Director General of NAFDAC, Prof. Mojisola Adeyeye, stated that the agency is ensuring creation of awareness concerning the health risks associated with excessive salt intake. She added that the regulatory measures of the agency is obligated to encourage food outlets to reduce salt content during food preparation and inform consumers of the negative effects of high salt consumption on their health, thereby increasing demand for less salty foods. With this, defaulting companies do not necessarily have to be penalized.
Global target, to reduce sodium dietary intake by 30% in ’25.
Recently, there have been introduction of some strategies to make sure food producers produce healthy food products for the populace. These strategies include implementation of compulsory nutrition labelling of packaged foods to ensure customers take known decisions on their food nutrient intake, salt inclusive.
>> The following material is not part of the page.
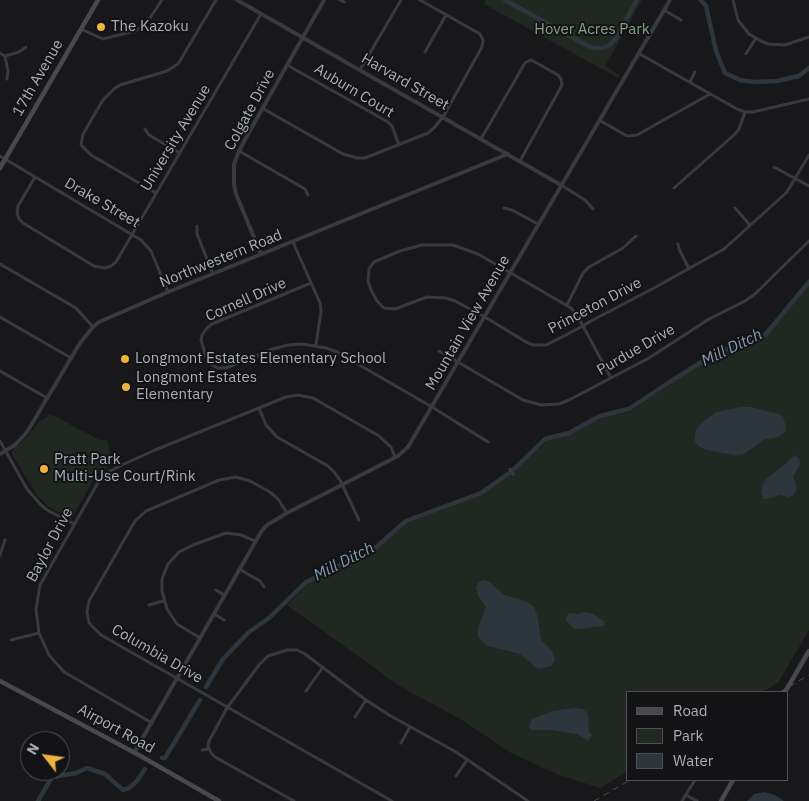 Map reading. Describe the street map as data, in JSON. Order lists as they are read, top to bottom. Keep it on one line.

There is likewise a collaboration between the agency and academia, Non-Governmental Organizations (NGOs) and other stakeholders in aspects of research and monitoring of salt intake among the population, sources of salt in food, and others.
Additionally, NAFDAC has introduced an approved food grade table or cooking salt regulation which has been passed into law which is now entrenched in the law. This law ensures the quality of food-grade salt in the country. Nigeria works in line with the global recommendation of WHO concerning intake of dietary sodium at levels less than 2g of sodium per day, below 5g of salt per day. Nigeria is working in accordance with WHO global targets of reducing dietary sodium consumption by 30 percent in 2025.
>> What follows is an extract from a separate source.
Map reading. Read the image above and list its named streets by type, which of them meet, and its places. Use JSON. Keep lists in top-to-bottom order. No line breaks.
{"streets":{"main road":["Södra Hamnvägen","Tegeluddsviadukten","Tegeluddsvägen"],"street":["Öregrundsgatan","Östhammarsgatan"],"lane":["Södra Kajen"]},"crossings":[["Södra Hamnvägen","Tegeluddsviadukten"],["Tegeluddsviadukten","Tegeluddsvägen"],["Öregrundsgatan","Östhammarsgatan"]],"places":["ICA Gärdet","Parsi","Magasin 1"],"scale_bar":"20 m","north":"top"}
High salt intake causes calcifications in heart arteries.
Reduction of sodium content by reformulation of processed foods has proven to be a good strategy for reduction of the population’s consumption of sodium. This strategy is particularly effective in places that record high consumption of processed foods. A high salt diet destabilizes normal blood pressure, causing high blood pressure which might in turn lead to cardiovascular diseases. According to a study by a group of researchers, the higher the salt intake, the higher the risk of calcifications in the arteries of the heart and neck region.